The sleepover invitations seemed almost innocent, at least from the vantage point of the late 1980s.
At the time, Robert D. Fisher was the highly popular and charismatic leader of the Pacific Southwest Region of United Synagogue Youth, the Conservative movement’s youth arm. Two top youth leaders, David Benkof, then 18 and the international president of USY, and Ben (who asked that his full name not be used), then 16, were inspired by Fisher, and each — on separate occasions — took the older, single man up on his invitation to sleep over at his house in Los Angeles.
In a series of telephone and email interviews with The Jewish Week in recent days, Benkof, now 47, said, “He told me to sleep in his bed with him and even tried to shame me into undressing while he watched, saying ‘I’ve never known an international president to be shy.’” He did on one occasion but no physical contact took place, Benkof said.
About a year earlier, Ben, who was 16 at the time, had driven an hour from his home to Los Angeles to help plan a USY bus tour later that summer. He had slept over at Fisher’s house several other times — even in his bed, though he thought it was strange — without incident. One morning, though, Ben recounted to The Jewish Week, he woke up to find Fisher massaging his legs and slowly working his way up with his hands.
“I was on my stomach, and when he reached the top of my buttocks, I got very scared and froze, and then started to shake uncontrollably. Then he stopped.”
Confronted with these allegations by The Jewish Week, Fisher, 70, admitted in a series of interviews that he engaged in “improper behavior,” in his words, with at least three USY teenage boys in his charge in the late 1980s. And he admitted that he lied in the past when confronted with allegations by the parent of a USYer, but that he feels “tremendous guilt” for his behavior at the time.

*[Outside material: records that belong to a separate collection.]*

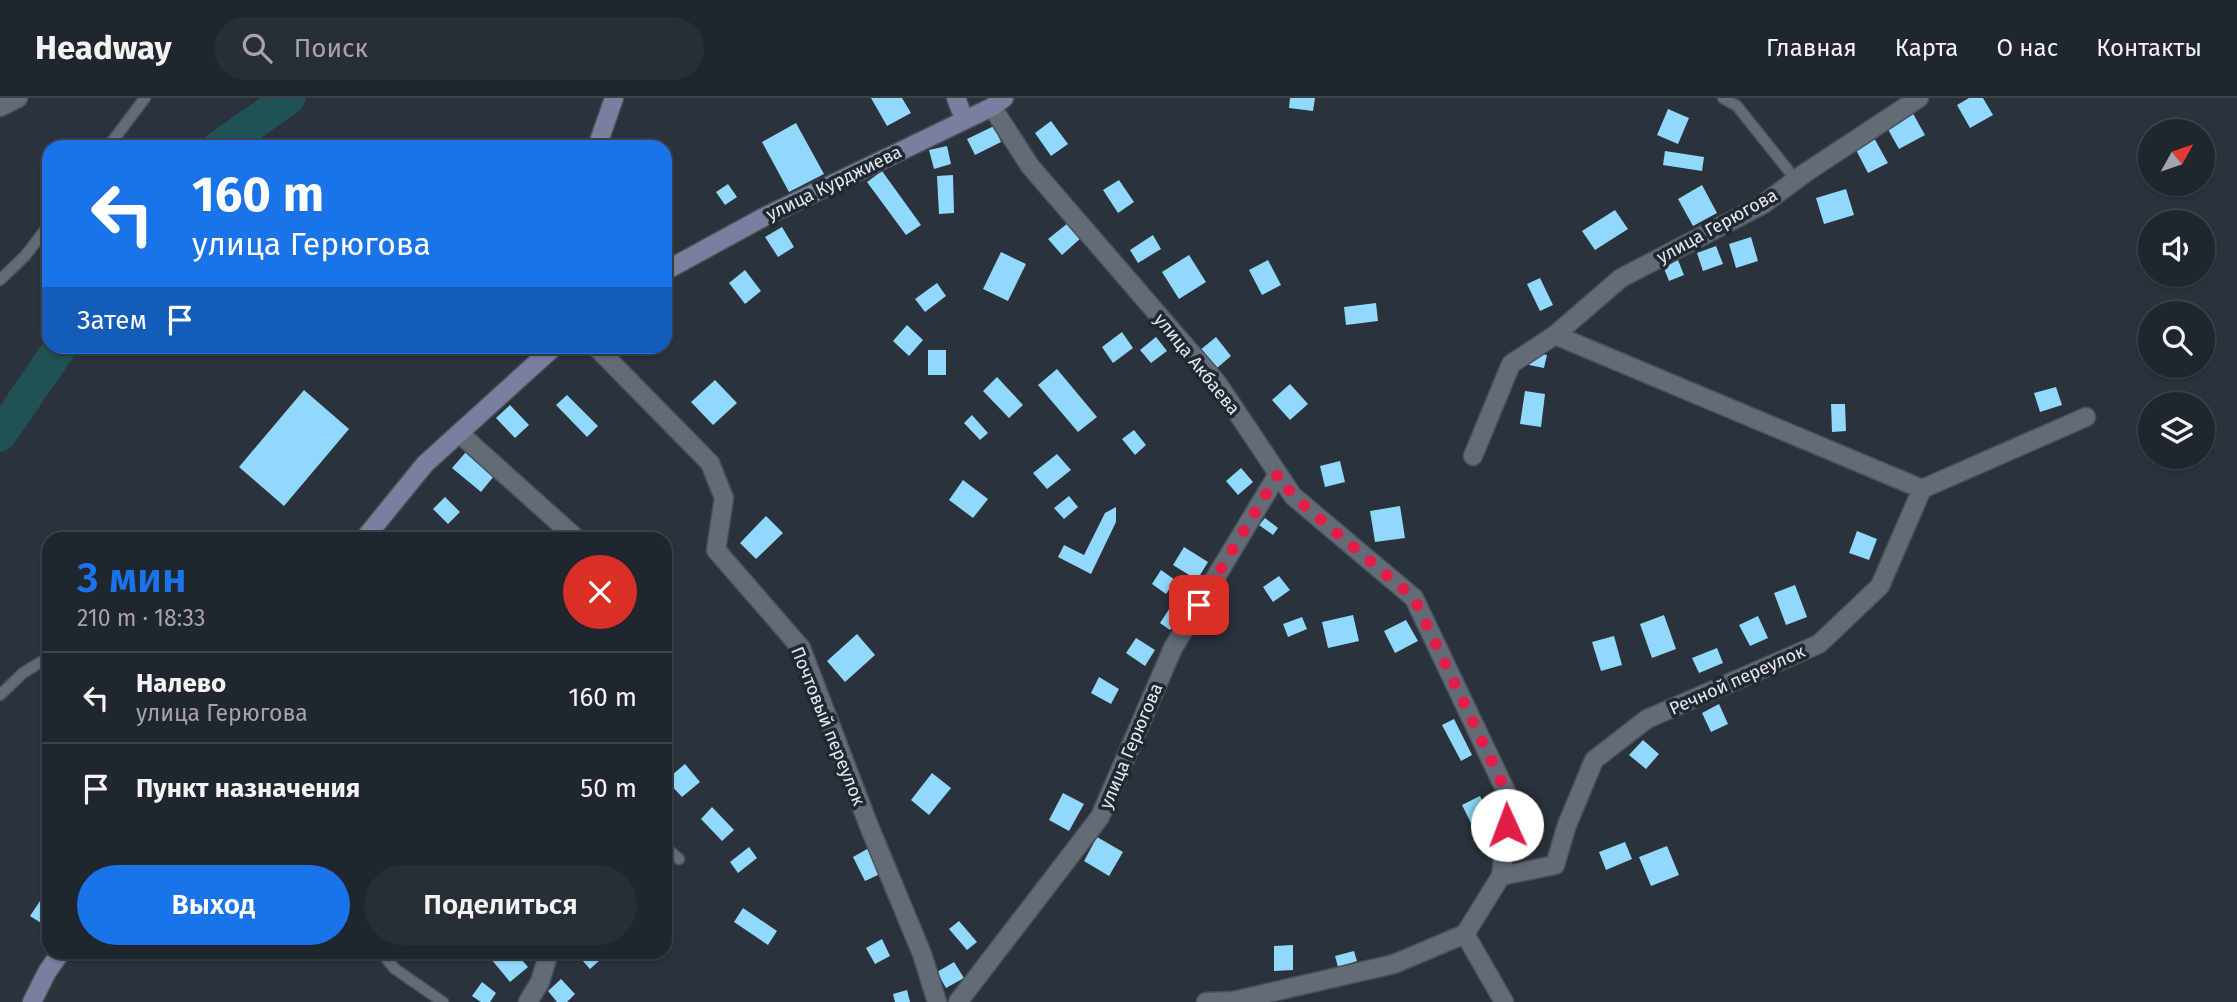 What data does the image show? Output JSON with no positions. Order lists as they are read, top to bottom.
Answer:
{
  "streets": {
    "street": [
      "улица Курджиева",
      "улица Герюгова",
      "улица Акбаева",
      "Речной переулок",
      "Почтовый переулок"
    ]
  },
  "crossings": [
    ["улица Курджиева", "улица Акбаева"],
    ["улица Герюгова", "улица Акбаева"],
    ["улица Акбаева", "Речной переулок"]
  ],
  "north": "top right",
  "page": {
    "header": "Headway",
    "search": "Поиск",
    "nav": [
      "Главная",
      "Карта",
      "О нас",
      "Контакты"
    ],
    "turn": ["160 m", "улица Герюгова"],
    "then": "Затем",
    "heading": ["3 мин", "210 m · 18:33"],
    "list": [
      {
        "name": "Налево",
        "note": "улица Герюгова",
        "value": "160 m"
      },
      {
        "name": "Пункт назначения",
        "value": "50 m"
      }
    ],
    "buttons": ["Выход", "Поделиться"]
  }
}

“I conducted myself improperly,” Fisher said in voluntarily confirming allegations made by Benkof and Ben that he sometimes invited individual USY teenage boys — in the 10th or 11th grade, he recalled — to sleep in his room in his home, and, once there, to join him in his bed.
“I just don’t want them to cover up any more potential instances of abuse like they did when I brought the one I knew about to them about 17 years ago.”
Fisher’s admission comes amid a national soul-searching about sexual harassment against women in the workplace and a few days after the Metropolitan Opera’s former musical director, the charismatic conductor James Levine, was suspended for allegedly sexually abusing teenage musicians in the late 1960, ’70s and ’80s. And it comes in the midst of the Conservative movement’s five-day convention in Atlanta and a week after USY’s decision to create a hotline for alleged victims of sexual misconduct to come forward — although the case that precipitated the move had nothing to do with Fisher, Benkof or Ben.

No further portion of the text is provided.